Work instructions
All entries must be given again exactly as written.

Data for this exercise
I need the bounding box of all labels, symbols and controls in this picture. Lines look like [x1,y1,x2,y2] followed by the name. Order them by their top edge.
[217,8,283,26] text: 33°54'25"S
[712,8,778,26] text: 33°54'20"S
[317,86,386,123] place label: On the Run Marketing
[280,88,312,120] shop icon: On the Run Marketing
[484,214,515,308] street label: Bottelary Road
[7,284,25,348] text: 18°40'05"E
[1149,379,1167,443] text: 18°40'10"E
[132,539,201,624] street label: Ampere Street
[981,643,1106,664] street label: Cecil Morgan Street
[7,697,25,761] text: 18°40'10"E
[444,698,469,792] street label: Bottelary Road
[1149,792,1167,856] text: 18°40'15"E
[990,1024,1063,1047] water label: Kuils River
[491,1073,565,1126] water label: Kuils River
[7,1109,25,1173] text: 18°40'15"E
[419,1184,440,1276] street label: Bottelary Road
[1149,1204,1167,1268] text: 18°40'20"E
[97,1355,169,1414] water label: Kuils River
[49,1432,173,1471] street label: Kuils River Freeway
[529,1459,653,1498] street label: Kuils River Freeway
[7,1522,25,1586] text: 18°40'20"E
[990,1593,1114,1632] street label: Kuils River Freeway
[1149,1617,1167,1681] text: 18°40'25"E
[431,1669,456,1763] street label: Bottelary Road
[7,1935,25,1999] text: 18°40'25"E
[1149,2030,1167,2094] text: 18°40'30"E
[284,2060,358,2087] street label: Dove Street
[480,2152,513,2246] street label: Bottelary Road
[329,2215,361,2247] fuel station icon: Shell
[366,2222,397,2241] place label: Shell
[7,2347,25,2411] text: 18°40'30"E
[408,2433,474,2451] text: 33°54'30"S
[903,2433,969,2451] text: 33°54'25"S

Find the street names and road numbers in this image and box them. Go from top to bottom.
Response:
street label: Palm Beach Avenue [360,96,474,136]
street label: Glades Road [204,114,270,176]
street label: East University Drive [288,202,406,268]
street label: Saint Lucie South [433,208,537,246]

Written solution
I need the bounding box of all labels, symbols and controls in this picture. Lines look like [x1,y1,x2,y2] followed by the name. Order them by their top edge.
[217,8,283,26] text: 33°54'25"S
[712,8,778,26] text: 33°54'20"S
[317,86,386,123] place label: On the Run Marketing
[280,88,312,120] shop icon: On the Run Marketing
[484,214,515,308] street label: Bottelary Road
[7,284,25,348] text: 18°40'05"E
[1149,379,1167,443] text: 18°40'10"E
[132,539,201,624] street label: Ampere Street
[981,643,1106,664] street label: Cecil Morgan Street
[7,697,25,761] text: 18°40'10"E
[444,698,469,792] street label: Bottelary Road
[1149,792,1167,856] text: 18°40'15"E
[990,1024,1063,1047] water label: Kuils River
[491,1073,565,1126] water label: Kuils River
[7,1109,25,1173] text: 18°40'15"E
[419,1184,440,1276] street label: Bottelary Road
[1149,1204,1167,1268] text: 18°40'20"E
[97,1355,169,1414] water label: Kuils River
[49,1432,173,1471] street label: Kuils River Freeway
[529,1459,653,1498] street label: Kuils River Freeway
[7,1522,25,1586] text: 18°40'20"E
[990,1593,1114,1632] street label: Kuils River Freeway
[1149,1617,1167,1681] text: 18°40'25"E
[431,1669,456,1763] street label: Bottelary Road
[7,1935,25,1999] text: 18°40'25"E
[1149,2030,1167,2094] text: 18°40'30"E
[284,2060,358,2087] street label: Dove Street
[480,2152,513,2246] street label: Bottelary Road
[329,2215,361,2247] fuel station icon: Shell
[366,2222,397,2241] place label: Shell
[7,2347,25,2411] text: 18°40'30"E
[408,2433,474,2451] text: 33°54'30"S
[903,2433,969,2451] text: 33°54'25"S

Find the street names and road numbers in this image and box them. Go from top to bottom.
Response:
street label: Palm Beach Avenue [360,96,474,136]
street label: Glades Road [204,114,270,176]
street label: East University Drive [288,202,406,268]
street label: Saint Lucie South [433,208,537,246]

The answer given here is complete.